DEMONIZATION IS WHAT THE LEFT DOES: The Demonization of Benjamin Netanyahu: He’s simply an Israeli patriot, but detractors called him an enemy of peace, even a Republican.

Opponents of Benjamin Netanyahu, Israel’s longest-serving prime minister, have worked for more than a quarter-century to tarnish his image in the U.S. and around the world.

In 1996, when Israelis first elected him to put a brake on a dangerous Oslo process, Mr. Netanyahu was depicted as an enemy of peace. For three years, his opponents insisted that if only Israel were rid of Mr. Netanyahu, it could make peace with Yasser Arafat. They were wrong. Ehud Barak defeated Mr. Netanyahu in 1999 and offered Arafat sweeping concessions at Camp David a year later. Instead of peace, Israel got scores of suicide bombings and the worst wave of Palestinian terrorism in its history—the so-called second intifada in which more than 1,000 Israelis were murdered.

That was followed by Prime Minister Ariel Sharon’s 2005 decision to withdraw from Gaza. Just as Mr. Netanyahu predicted, Israel’s unilateral concession led only to further aggression. Hamas, a genocidal terror organization committed to Israel’s destruction, took over Gaza and turned it into a base from which thousands of missiles have been fired at Israeli cities.

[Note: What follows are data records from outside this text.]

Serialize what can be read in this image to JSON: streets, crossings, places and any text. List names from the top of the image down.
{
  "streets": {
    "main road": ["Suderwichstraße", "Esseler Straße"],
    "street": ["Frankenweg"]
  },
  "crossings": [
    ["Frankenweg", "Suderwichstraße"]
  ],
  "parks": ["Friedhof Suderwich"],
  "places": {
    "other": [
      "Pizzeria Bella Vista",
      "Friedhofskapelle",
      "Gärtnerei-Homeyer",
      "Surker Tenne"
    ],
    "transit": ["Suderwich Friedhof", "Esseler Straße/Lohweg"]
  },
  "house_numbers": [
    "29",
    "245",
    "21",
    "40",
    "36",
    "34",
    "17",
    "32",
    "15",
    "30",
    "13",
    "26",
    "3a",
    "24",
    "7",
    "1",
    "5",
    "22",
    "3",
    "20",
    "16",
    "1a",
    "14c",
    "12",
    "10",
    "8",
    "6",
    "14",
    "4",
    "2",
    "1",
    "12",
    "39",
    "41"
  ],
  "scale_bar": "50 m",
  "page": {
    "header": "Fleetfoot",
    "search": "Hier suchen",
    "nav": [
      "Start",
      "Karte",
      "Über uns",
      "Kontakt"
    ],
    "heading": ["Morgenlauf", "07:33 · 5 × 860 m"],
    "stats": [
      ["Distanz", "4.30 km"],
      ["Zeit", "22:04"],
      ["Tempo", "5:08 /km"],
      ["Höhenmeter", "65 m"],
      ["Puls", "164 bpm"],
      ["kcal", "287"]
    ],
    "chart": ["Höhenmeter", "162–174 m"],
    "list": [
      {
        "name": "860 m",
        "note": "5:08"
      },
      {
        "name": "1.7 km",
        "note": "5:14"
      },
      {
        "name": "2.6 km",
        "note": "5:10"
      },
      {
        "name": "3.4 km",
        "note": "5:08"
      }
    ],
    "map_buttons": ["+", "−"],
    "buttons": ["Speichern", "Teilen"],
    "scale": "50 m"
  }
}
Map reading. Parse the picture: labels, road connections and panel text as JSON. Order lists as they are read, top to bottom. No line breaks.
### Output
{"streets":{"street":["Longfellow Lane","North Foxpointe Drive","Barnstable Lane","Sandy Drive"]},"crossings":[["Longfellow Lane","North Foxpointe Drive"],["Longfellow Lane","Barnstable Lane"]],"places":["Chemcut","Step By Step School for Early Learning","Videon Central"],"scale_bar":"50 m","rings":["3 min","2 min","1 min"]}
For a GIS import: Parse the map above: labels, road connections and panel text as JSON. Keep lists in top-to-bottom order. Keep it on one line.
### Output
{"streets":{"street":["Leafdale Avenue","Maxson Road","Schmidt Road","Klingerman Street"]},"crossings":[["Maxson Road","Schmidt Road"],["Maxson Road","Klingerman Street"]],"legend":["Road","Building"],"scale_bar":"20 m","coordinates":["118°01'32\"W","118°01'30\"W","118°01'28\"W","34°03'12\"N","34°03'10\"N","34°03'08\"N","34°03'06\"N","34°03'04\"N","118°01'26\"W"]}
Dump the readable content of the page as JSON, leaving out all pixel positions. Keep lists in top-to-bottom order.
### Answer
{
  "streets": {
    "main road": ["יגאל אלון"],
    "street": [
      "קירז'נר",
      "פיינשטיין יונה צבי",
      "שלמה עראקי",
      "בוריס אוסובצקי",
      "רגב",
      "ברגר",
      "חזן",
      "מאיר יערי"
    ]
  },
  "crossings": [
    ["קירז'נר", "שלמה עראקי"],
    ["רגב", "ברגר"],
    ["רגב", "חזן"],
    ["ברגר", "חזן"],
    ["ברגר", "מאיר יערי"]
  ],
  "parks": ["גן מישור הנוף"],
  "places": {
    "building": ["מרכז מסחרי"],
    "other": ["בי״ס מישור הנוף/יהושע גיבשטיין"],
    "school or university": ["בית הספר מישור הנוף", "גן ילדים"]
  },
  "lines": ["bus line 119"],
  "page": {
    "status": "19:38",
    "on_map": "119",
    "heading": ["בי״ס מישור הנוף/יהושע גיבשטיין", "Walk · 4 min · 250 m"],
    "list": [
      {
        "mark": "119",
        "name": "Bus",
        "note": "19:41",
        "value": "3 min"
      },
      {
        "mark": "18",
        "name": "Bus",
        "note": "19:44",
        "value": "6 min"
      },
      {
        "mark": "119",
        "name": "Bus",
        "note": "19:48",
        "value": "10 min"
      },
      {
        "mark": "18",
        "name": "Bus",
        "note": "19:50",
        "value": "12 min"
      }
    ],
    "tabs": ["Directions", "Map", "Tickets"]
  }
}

Mr. Netanyahu returned to the premiership in 2009. The preceding bloody decade should have made it obvious to all that Palestinian leaders didn’t want peace. But Mr. Netanyahu was scapegoated again. Now Mahmoud Abbas was cast as a peacemaker instead of Arafat, who died in 2004. While few Israelis believed such nonsense any longer, many foreign policy makers did, including key officials in the Obama White House.

This time, another element was added to the demonization of Mr. Netanyahu: American partisan politics. Not only was he cast as an enemy of peace; he was accused of being a Republican. His critics portrayed his legitimate opposition to a Democratic president’s dangerous Middle East policies as an illegitimate effort to intervene in American politics. . . .

The demonization of Mr. Netanyahu says more about his critics than about him. He was never an enemy of peace; he understood that his critics were dangerously naive. By rejecting their ideas and following a path of peace through strength, his policies not only brought Israel the safest decade in its history; they also brought peace agreements and normalization with four Arab states.

Mr. Netanyahu is neither a Republican nor a Democrat. He is an Israeli patriot who has opposed the policies of even our greatest friends when he thought those policies endangered Israel.

That’s what they can’t forgive him for.